It's not all too often we align the modernist artistic movement that is Cubism with the middle school pastime that is Nintendo, but artist Adam Lister is showing us the two realms share an unlikely bond: an aesthetic predilection for all things flat. The New York-based artist created a series of "8-Bit Watercolors," exploring the relationship between past and contemporary modes of representation. For the series Lister transforms familiar visuals, from Gustav Klimt's "The Kiss" to Wonder Woman, into horizontal fields of pure color and line.
Lister's works begin with a recognizable image, taken from the pages of a comic book or the walls of The Louvre, and turns the complex scene into a flurry of right angles.
"I start with a pencil drawing, blocking in a few of the bigger components of my composition," Lister explained in an email to The Huffington Post. "Then I look to build the initial sketch into a strictly angular and geometric description of the subject, using only vertical and horizontal lines. A circle becomes a square, a diagonal becomes a staircase, and the translation of the original idea is rearranged through an 8-Bit inspired visual language.
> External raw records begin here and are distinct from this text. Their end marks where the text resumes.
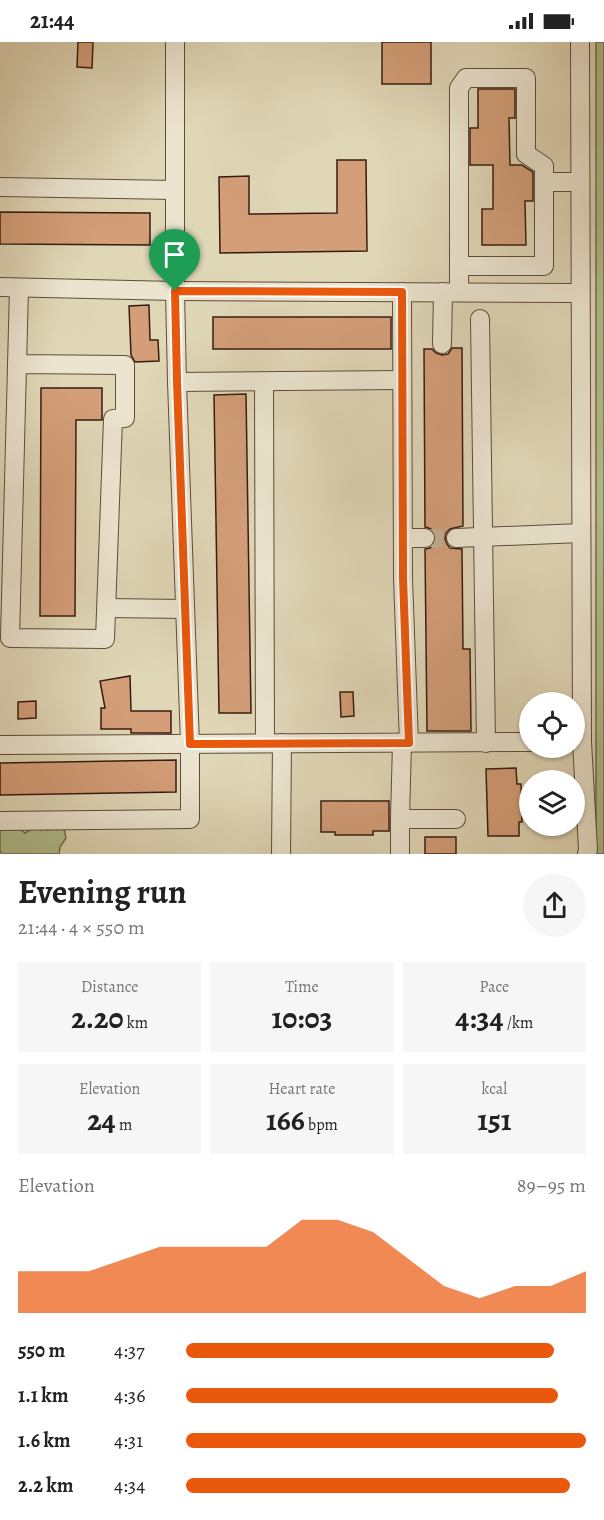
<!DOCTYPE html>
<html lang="en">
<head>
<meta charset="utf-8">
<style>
  :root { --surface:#fff; --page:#f6f6f6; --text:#222; --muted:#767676; --accent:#ea580c }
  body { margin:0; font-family:Alegreya,serif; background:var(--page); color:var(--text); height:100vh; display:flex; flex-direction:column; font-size:22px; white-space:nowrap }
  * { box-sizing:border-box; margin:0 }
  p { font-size:20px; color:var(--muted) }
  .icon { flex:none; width:33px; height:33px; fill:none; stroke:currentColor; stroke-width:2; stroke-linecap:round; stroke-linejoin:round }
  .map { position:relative; height:812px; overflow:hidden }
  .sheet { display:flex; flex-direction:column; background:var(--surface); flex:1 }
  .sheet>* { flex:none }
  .tools { position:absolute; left:519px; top:650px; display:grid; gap:12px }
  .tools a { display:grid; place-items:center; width:66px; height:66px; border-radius:50%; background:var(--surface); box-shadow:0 2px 4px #0004; font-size:30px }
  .pin { position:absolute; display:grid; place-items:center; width:51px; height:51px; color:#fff; margin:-62px -26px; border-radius:50% 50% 50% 0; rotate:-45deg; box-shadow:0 0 6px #0007 }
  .pin .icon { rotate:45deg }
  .round { display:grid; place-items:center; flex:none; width:63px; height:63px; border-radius:32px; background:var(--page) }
  .summary { display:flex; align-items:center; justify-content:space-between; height:102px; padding:0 18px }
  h1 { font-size:33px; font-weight:600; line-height:45px }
  .stats { display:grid; grid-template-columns:repeat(3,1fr); gap:9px; height:102px; padding:6px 18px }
  .stats div { display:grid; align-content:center; border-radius:0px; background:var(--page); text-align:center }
  .stats b { font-size:30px; font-weight:600 }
  .stats small { font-size:16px; font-weight:400 }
  .stats p { font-size:16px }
  .chart { height:168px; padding:12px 18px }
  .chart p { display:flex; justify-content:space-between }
  .chart svg { width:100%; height:108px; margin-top:6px; fill:var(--accent); opacity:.7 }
  ul { padding:0 18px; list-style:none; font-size:20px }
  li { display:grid; grid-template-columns:96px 72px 1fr; align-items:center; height:45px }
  li i { height:15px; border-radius:8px; background:var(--accent) }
  .status { display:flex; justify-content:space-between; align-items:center; height:42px; padding:0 30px; background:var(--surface); direction:ltr }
  .status svg { height:16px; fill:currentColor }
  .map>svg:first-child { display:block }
  .green { fill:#b1be8f; stroke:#746d50; stroke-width:1.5 }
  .building { fill:#d39e78; stroke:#371c11; stroke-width:1.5 }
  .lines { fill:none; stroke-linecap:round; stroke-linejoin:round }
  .minor-tunnel { stroke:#beb296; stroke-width:18; stroke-dasharray:18 9; stroke-linecap:butt }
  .minor-casing { stroke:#614b3a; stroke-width:20 }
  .minor { stroke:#ebe5d0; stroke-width:18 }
  .route-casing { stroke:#fff; stroke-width:12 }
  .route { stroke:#ea580c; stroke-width:8 }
</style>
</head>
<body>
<div class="status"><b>21:44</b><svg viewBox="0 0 49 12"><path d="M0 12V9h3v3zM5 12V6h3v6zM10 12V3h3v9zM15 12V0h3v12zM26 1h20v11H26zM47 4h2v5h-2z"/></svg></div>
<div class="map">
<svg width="604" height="812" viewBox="0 0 604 812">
  <rect width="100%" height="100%" fill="#e0d7b7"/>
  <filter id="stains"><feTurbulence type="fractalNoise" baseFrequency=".00333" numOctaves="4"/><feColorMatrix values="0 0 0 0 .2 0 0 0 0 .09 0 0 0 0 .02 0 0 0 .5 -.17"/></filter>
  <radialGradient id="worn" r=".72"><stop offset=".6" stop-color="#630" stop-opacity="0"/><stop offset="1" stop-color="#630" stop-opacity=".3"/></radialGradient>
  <g class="green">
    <rect x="596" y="0" width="8" height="812"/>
    <polygon points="0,782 18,786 25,791 38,783 46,788 64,786 66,796 60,805 59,812 2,812 0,809"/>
  </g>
  <g class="building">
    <polygon points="78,0 93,0 92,26 77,25"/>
    <rect x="382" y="0" width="49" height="42"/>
    <polygon points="478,47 515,47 515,76 509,76 510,123 522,123 533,130 533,159 525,159 526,203 482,203 482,167 493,167 493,123 470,123 470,86 478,86"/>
    <polygon points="337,118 366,118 367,209 220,211 219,135 249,134 249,172 337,171"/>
    <polygon points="0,170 150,171 150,203 0,202"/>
    <polygon points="149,263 150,298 158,298 159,319 135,320 131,313 129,264"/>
    <rect x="213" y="275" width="178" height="32"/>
    <polygon points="452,306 462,306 463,484 450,487 446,491 445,497 447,502 450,506 462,507 463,607 470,607 471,689 427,689 425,507 430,506 434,502 436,495 435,491 431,487 425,485 424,307 432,307 436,311 442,313 448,312"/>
    <polygon points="41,346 102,346 102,378 76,378 75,574 40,574"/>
    <polygon points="246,352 251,671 219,671 214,353"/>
    <polygon points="130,634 131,669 171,669 171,691 131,691 131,687 101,687 101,666 105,666 100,639"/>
    <polygon points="340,650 353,650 354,674 341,675"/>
    <polygon points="36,659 36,676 18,677 18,660"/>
    <polygon points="176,718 176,750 0,753 0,721"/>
    <polygon points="516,726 517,742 521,742 522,780 519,780 519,794 488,794 486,727"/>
    <polygon points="321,759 389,759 389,789 373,789 373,793 335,793 335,790 321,790"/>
    <rect x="425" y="795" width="31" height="17"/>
  </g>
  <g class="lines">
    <polyline class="minor-tunnel" points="425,496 456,496"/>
    <defs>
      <g id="minor">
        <polyline points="580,0 582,700 588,807 587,812"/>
        <polyline points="544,140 580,140"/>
        <polyline points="0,145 175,148"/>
        <polyline points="0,245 175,249 580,251"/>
        <polyline points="402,250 403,536 409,701"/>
        <polyline points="459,250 459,46 466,36 526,36 526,112 544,124 544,224 459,224"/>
        <polyline points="480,277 486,701"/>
        <polyline points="442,302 443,250"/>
        <polyline points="17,322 125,323 125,376 113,377 105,597 10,596 19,246"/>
        <polyline points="177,340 402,338"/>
        <polyline points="264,340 265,701"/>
        <polyline points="404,496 425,496"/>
        <polyline points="456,496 581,491"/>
        <polyline points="107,566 185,567"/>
        <polyline points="402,701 400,777 456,777"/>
        <polyline points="0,703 530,700"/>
        <polyline points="0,779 190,777 190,702 177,340 175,249 175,0"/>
        <polyline points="281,812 282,701"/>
        <polyline points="400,812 400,777"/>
      </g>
    </defs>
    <use href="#minor" class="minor-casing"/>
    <use href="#minor" class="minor"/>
  </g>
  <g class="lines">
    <defs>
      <polygon id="route" points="175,249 402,250 403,536 409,701 190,702 177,340"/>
    </defs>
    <use href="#route" class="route-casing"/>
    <use href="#route" class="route"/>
  </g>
  <rect width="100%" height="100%" filter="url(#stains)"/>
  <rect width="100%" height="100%" fill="url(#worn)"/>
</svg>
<div class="tools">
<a><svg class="icon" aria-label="locate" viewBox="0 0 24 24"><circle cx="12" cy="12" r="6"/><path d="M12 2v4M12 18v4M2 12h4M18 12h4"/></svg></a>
<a><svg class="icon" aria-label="layers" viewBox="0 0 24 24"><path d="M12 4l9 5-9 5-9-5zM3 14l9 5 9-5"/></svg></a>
</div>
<div class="pin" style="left:175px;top:249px;background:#1e9e55"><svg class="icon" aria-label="arrive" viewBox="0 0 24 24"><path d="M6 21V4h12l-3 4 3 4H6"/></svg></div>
</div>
<section class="sheet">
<div class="summary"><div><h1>Evening run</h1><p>21:44 · 4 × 550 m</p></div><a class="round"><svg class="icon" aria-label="share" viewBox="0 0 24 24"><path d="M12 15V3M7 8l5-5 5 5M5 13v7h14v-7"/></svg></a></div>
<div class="stats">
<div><p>Distance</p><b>2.20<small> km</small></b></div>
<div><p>Time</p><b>10:03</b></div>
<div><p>Pace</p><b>4:34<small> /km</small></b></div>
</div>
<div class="stats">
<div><p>Elevation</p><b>24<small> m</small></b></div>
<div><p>Heart rate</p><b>166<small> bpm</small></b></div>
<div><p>kcal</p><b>151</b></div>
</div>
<div class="chart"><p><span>Elevation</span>89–95 m</p>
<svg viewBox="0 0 160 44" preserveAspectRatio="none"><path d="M0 44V27L10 27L20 27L30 22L40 17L50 17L60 17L70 17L80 6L90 6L100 11L110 22L120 33L130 38L140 33L150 33L160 27V44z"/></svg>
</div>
<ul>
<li><b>550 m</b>4:37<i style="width:92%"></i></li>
<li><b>1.1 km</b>4:36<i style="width:93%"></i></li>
<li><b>1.6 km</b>4:31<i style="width:100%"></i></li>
<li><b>2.2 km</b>4:34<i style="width:96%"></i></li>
</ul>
</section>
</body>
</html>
I find that the transparent and subtle qualities of watercolor paint on heavyweight cold press paper present a nice contrast to the rigid structure of the each picture."
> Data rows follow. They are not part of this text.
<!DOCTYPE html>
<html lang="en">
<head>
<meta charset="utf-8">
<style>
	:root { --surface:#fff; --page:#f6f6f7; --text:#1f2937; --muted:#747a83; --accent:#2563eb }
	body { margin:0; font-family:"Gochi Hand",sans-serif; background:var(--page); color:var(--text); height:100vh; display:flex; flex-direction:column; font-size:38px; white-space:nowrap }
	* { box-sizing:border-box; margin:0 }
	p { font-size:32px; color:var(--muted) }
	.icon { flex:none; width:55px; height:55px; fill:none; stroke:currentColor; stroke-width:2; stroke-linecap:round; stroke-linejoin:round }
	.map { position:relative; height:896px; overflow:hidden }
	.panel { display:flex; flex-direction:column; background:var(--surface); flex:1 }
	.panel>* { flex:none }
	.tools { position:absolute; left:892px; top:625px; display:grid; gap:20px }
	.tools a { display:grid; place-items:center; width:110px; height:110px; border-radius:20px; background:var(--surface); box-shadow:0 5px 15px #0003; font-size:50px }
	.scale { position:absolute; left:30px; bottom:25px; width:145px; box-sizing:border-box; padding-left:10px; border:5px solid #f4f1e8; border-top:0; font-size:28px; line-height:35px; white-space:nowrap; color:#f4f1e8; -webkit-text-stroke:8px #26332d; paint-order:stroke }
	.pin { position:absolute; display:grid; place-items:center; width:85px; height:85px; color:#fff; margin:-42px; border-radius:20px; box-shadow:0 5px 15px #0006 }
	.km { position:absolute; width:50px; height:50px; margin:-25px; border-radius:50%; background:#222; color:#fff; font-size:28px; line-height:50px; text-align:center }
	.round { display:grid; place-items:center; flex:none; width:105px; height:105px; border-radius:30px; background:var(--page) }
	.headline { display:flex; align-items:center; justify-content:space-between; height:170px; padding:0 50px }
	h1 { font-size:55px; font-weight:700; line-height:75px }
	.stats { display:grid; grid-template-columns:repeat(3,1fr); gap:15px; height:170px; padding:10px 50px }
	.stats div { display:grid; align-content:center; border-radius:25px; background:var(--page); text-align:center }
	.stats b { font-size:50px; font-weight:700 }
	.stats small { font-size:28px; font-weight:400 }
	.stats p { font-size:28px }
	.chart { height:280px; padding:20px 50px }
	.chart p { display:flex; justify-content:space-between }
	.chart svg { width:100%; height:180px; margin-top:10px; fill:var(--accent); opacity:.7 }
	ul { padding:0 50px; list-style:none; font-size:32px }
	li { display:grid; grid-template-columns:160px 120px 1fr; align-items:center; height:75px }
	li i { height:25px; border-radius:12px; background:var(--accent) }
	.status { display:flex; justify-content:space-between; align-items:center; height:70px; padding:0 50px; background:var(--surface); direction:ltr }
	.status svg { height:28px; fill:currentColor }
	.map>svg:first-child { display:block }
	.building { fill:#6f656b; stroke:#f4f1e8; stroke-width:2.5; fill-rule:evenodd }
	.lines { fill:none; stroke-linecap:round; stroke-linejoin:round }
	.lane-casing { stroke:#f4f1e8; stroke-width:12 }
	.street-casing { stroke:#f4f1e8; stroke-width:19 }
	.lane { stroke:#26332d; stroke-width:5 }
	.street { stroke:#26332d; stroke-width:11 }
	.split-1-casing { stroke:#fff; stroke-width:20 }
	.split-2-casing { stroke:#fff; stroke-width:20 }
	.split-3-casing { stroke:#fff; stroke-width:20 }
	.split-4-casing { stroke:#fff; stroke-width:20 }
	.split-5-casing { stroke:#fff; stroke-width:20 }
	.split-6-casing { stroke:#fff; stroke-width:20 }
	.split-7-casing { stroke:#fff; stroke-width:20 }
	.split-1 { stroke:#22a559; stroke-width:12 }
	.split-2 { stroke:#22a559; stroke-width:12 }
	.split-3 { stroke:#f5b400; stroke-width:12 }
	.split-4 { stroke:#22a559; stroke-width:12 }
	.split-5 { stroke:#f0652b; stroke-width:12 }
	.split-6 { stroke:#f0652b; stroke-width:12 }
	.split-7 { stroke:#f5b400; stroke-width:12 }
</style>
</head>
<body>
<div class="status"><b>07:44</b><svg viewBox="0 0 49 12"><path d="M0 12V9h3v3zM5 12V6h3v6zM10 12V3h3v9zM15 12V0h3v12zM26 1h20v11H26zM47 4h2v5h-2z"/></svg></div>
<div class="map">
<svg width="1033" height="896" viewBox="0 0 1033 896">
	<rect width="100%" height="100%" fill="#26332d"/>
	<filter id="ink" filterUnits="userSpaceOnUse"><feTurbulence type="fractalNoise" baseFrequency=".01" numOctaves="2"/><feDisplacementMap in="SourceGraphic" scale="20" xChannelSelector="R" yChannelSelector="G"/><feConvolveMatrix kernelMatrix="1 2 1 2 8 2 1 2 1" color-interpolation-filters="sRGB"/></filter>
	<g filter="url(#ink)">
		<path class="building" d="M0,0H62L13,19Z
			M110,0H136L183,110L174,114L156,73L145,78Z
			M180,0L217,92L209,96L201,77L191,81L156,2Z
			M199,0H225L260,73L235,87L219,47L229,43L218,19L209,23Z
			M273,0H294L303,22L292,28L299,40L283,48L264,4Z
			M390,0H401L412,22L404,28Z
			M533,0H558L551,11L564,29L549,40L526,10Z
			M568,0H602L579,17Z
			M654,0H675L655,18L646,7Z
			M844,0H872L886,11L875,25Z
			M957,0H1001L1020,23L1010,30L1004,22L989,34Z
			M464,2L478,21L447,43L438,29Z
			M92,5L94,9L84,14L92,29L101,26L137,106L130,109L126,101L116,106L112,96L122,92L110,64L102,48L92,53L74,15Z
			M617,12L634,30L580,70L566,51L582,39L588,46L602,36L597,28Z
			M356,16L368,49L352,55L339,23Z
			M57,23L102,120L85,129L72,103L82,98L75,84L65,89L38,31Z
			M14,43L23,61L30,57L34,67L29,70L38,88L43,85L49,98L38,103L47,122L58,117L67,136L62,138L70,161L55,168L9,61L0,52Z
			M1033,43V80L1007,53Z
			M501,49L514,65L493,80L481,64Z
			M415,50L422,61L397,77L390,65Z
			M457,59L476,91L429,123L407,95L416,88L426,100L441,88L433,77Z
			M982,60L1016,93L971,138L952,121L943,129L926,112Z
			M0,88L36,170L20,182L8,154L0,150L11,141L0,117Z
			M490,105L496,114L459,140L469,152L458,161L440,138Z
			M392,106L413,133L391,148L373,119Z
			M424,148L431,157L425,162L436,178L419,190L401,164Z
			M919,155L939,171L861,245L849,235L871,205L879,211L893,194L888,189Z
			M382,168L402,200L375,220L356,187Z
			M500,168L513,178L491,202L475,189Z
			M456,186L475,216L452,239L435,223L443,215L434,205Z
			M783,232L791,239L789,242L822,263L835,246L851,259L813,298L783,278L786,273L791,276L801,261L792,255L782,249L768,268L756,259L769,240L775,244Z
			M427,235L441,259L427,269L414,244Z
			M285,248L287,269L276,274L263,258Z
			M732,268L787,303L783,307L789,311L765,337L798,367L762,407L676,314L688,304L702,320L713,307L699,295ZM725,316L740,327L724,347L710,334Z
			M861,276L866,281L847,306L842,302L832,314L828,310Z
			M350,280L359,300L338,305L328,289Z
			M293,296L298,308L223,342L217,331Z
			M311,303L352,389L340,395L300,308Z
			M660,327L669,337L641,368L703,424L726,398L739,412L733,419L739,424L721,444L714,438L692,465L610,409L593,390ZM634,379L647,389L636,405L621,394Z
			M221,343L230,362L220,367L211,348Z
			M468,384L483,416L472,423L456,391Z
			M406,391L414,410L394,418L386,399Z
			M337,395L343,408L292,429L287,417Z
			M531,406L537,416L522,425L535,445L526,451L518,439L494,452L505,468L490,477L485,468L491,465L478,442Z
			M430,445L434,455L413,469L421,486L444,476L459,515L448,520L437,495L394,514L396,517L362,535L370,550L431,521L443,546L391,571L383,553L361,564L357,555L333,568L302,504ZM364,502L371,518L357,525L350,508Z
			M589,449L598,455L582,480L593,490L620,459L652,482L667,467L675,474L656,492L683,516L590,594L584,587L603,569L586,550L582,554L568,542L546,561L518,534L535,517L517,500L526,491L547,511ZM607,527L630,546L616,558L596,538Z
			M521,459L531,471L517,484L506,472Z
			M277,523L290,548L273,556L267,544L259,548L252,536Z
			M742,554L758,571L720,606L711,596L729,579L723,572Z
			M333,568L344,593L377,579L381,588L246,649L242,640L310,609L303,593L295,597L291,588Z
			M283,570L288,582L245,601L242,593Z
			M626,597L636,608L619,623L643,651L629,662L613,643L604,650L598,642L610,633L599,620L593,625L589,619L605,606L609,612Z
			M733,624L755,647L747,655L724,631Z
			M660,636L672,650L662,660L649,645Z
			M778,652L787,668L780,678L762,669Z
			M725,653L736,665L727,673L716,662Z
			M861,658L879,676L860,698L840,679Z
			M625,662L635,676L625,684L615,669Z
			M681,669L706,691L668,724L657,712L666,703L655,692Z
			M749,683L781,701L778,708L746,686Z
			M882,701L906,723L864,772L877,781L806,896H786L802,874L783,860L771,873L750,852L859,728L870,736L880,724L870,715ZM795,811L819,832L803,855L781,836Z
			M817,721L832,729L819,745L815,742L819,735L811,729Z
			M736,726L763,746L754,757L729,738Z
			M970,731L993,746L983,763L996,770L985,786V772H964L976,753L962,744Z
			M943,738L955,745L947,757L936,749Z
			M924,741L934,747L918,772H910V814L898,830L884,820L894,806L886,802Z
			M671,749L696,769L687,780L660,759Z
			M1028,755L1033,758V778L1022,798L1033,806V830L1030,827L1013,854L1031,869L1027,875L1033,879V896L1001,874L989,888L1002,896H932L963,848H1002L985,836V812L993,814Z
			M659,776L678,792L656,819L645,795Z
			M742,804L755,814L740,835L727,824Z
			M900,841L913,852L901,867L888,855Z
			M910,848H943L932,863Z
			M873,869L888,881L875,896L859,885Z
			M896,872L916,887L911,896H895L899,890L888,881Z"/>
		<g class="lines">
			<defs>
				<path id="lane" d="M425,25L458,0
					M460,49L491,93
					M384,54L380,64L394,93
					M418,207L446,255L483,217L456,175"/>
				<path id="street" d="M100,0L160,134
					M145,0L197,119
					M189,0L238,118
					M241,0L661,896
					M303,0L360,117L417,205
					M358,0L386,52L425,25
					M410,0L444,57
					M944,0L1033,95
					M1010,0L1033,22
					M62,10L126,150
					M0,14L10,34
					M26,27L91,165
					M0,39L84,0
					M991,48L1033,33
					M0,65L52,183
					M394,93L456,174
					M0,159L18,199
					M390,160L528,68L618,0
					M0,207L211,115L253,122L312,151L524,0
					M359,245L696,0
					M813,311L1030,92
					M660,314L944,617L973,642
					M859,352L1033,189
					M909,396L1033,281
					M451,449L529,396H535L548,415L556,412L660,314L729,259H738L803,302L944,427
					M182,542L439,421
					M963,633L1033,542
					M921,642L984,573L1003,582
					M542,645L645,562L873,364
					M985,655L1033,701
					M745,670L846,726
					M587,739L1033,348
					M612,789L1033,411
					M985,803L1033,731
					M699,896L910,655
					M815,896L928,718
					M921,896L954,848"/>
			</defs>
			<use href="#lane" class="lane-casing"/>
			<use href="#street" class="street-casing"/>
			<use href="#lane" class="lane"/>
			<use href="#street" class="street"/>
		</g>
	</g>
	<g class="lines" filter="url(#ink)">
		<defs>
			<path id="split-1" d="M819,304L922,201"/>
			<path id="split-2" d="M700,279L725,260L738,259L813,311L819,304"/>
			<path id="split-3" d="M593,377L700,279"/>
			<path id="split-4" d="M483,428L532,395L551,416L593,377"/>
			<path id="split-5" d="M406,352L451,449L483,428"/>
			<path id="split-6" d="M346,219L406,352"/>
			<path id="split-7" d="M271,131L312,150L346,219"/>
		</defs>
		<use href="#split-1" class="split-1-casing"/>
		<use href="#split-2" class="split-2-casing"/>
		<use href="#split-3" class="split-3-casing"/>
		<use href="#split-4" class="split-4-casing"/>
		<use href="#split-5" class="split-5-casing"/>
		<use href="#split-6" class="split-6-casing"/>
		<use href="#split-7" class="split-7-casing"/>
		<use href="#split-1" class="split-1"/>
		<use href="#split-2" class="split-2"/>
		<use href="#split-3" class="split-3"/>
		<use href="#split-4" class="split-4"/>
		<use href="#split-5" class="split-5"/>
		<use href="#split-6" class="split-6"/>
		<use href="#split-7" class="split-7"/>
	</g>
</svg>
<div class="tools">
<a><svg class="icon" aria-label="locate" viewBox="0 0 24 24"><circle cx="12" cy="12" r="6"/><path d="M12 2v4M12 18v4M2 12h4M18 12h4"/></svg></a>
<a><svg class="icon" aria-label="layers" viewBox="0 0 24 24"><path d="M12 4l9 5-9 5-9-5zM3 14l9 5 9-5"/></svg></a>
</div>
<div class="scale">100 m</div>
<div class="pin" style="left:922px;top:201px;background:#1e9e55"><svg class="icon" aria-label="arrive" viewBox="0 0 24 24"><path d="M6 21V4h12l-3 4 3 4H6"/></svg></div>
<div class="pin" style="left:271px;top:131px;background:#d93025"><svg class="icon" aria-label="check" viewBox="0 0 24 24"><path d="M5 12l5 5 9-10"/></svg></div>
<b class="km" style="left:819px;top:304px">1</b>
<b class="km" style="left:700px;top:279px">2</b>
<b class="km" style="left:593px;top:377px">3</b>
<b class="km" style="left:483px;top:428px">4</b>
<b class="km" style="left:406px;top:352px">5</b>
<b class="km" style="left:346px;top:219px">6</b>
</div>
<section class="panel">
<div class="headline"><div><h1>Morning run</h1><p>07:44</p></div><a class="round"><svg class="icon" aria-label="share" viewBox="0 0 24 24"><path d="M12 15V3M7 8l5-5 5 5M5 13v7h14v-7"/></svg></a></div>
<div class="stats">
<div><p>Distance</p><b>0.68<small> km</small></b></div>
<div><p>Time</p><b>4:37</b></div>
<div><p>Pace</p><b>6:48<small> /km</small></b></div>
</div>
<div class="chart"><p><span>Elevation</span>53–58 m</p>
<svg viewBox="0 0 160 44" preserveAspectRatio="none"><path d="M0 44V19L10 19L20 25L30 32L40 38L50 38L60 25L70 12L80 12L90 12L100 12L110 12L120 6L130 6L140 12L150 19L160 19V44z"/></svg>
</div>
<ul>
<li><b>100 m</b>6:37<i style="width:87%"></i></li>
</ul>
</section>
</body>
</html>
Lister's works toy with the way we see and digest images; even without curves and contours the content matter remains almost instantly recognizable. And while the digital aesthetic is rapidly gaining popularity in the art world, we rarely see the style compared to the flatness of watercolor. And to be honest, it warms our hearts a little.
"I've always thought of that having a deep connection to Cubism and later on, color field painting," Lister said. "Having grown up with Atari video games and the invention of Nintendo in the 1980's, I always connected with the minimal, block-like depictions of movement, seen in the primitive graphics of these games. To me it defined a visual world of escape and a more basic existence."